È fondamentale capire che questa tendenza all’indebitamento non è stata casuale, non è stata l’effetto di sviluppi passeggeri, di una esuberanza nel mercato finanziario che non si ripeterà. È invece dovuta in gran parte a un altro fenomeno più profondo, ossia la perdita di potere d’ac­quisto delle famiglie americane—e della maggior parte degli altri paesi avanzati—per effetto dei profondi cambiamenti nella distribuzione del reddito registrati a partire dall’inizio degli anni ‘80. Anche questi cambiamenti nella distribuzione del reddito sono ben documentati. Per esempio, la quota di reddito detenuta dall’uno per cento più ricco della popolazione statunitense che era del 9 per cento nel 1980, è ora intorno al 21 per cento. Da notare che questa quota è persino più ele­vata di quanto fosse all’inizio del secolo scorso. Nel 1910 la quota dell’uno per cento più ricco era di circa il 18 per cento. Nei settant’anni successivi il trend era stato verso una più equilibrata di­stribuzione del reddito. Dal 1980 il trend si è però invertito e, come ho detto, si è più che disfatto quello che si era ottenuto ne settant’anni precedenti il 1980. La controparte di questa tendenza è il graduale restringimento della classe media americana: la percentuale delle famiglie che sono comprese tra il 50 e il 150 per cento del reddito mediano è scesa dal 58 al 46 per cento nel corso degli ultimi quarant’anni.
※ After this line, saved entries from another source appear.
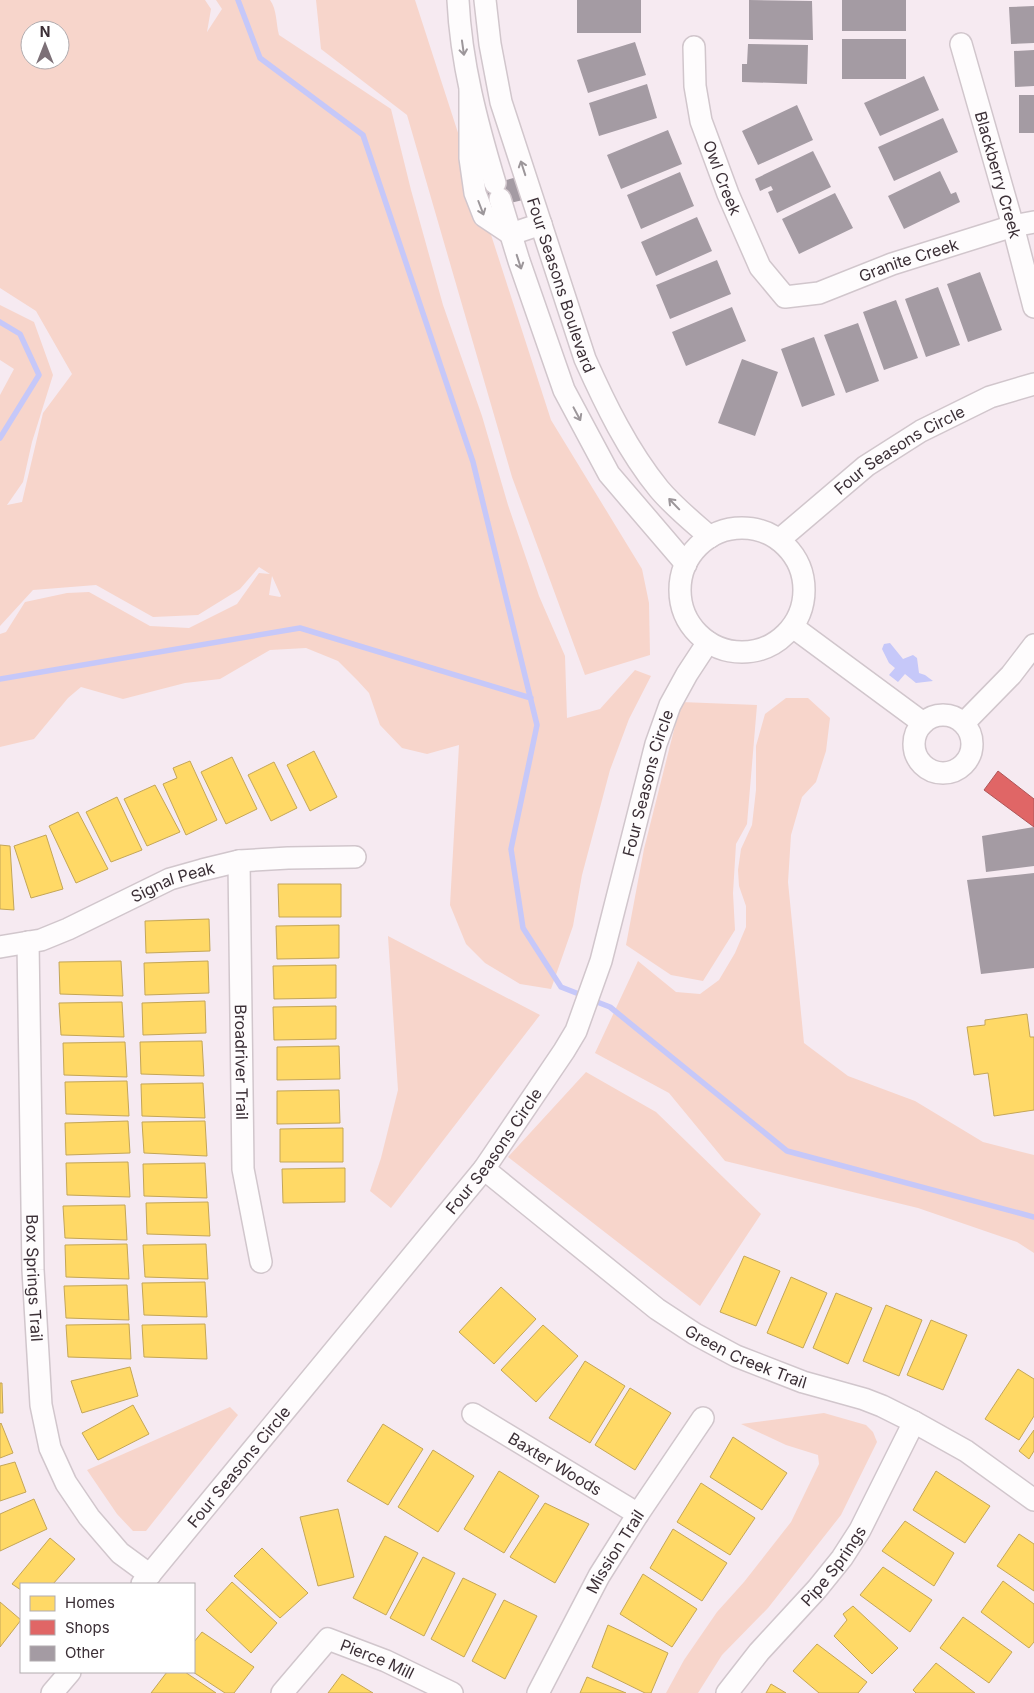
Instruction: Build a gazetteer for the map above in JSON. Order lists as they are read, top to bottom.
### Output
{
  "streets": {
    "street": [
      "Blackberry Creek",
      "Owl Creek",
      "Granite Creek",
      "Four Seasons Boulevard",
      "Four Seasons Circle",
      "Signal Peak",
      "Broadriver Trail",
      "Box Springs Trail",
      "Green Creek Trail",
      "Baxter Woods",
      "Mission Trail",
      "Pipe Springs",
      "Pierce Mill"
    ]
  },
  "crossings": [
    ["Blackberry Creek", "Granite Creek"],
    ["Owl Creek", "Granite Creek"],
    ["Four Seasons Boulevard", "Four Seasons Circle"],
    ["Four Seasons Circle", "Box Springs Trail"],
    ["Four Seasons Circle", "Green Creek Trail"],
    ["Signal Peak", "Broadriver Trail"],
    ["Signal Peak", "Box Springs Trail"],
    ["Green Creek Trail", "Pipe Springs"],
    ["Baxter Woods", "Mission Trail"]
  ],
  "legend": ["Homes", "Shops", "Other"],
  "north": "top"
}
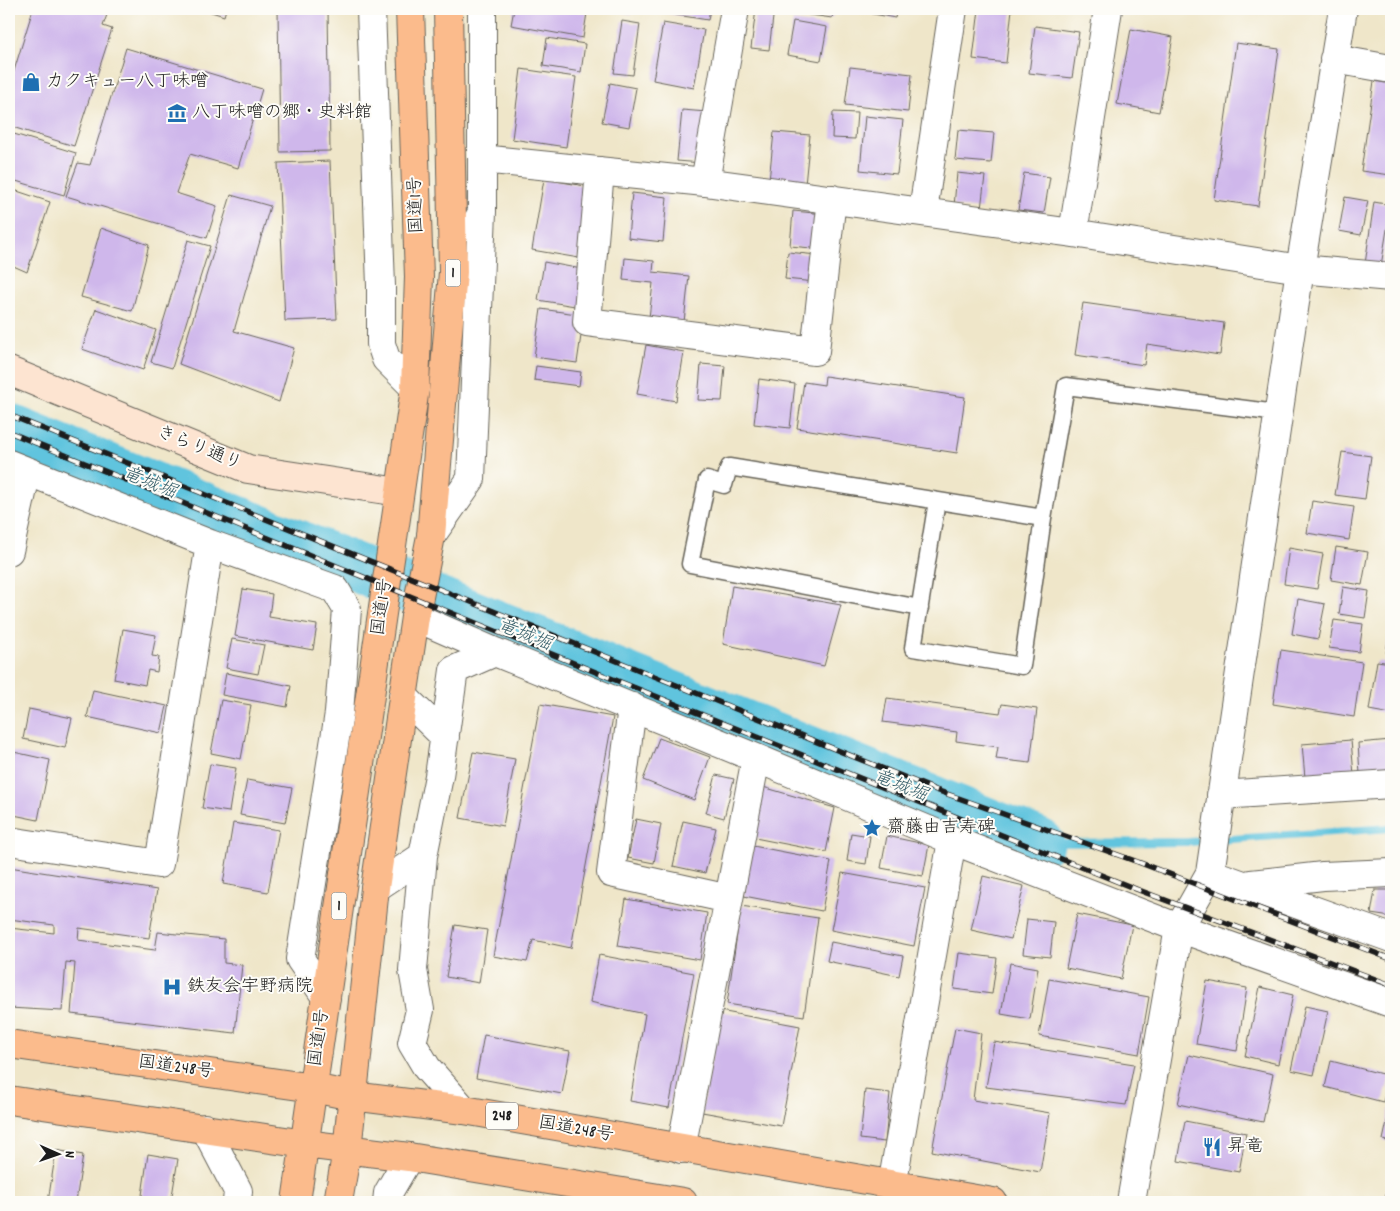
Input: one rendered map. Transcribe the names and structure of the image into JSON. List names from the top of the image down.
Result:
{
  "streets": {
    "highway": [
      "国道1号",
      "1",
      "国道248号",
      "248"
    ],
    "street": ["きらり通り"]
  },
  "crossings": [
    ["国道1号", "きらり通り"],
    ["国道1号", "国道248号"]
  ],
  "water": ["竜城堀"],
  "places": {
    "shop": ["カクキュー八丁味噌"],
    "museum": ["八丁味噌の郷・史料館"],
    "place": ["齋藤由吉寿碑"],
    "hospital": ["鉄友会宇野病院"],
    "restaurant": ["昇竜"]
  },
  "north": "right"
}
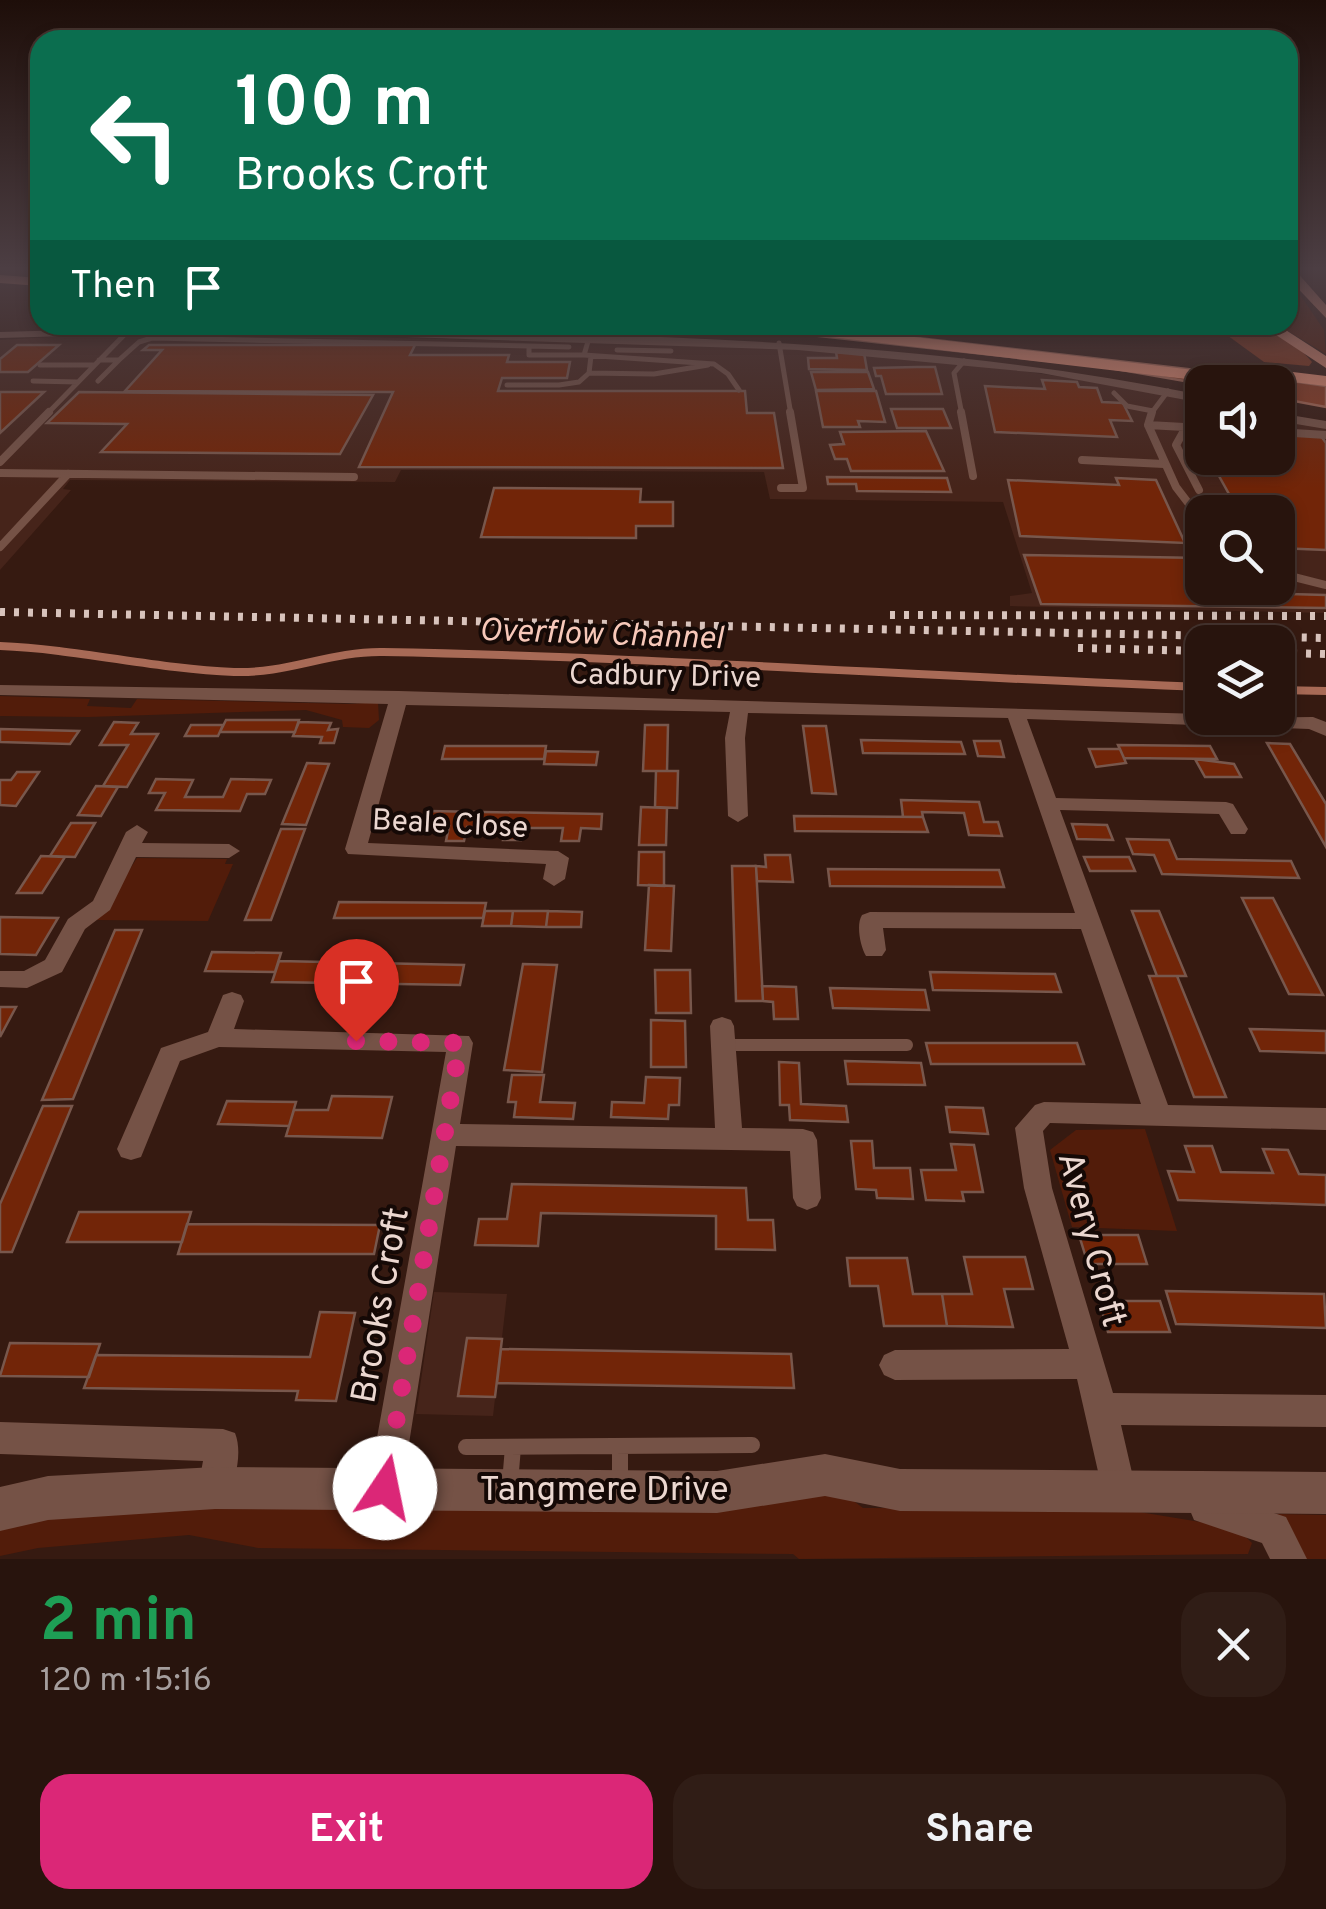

Questo restringimento della classe media ha però avuto implicazioni importanti per la domanda di beni e servizi che l’economia può generare. Il motivo fondamentale è che, per quanto si sfor­zino, i ricchi non riescono a consumare più di tanto, per cui uno spostamento massiccio della distribuzione del reddito verso questi ultimi causa un indebolimento della domanda aggregata. La soluzione che è stata trovata a questo carenza di domanda aggregata è stata l’adozione di politiche monetarie sempre più espansive o, in altri termini, di tassi di interesse sempre più bassi. Nella scorsa decade, per ovviare a questo problema di carenza di domanda per consumi, la banca centrale americana ha abbassato progressivamente i propri tassi di interesse inducendo le famiglie americane a indebitarsi rapidamente. Il che per un po’ funziona.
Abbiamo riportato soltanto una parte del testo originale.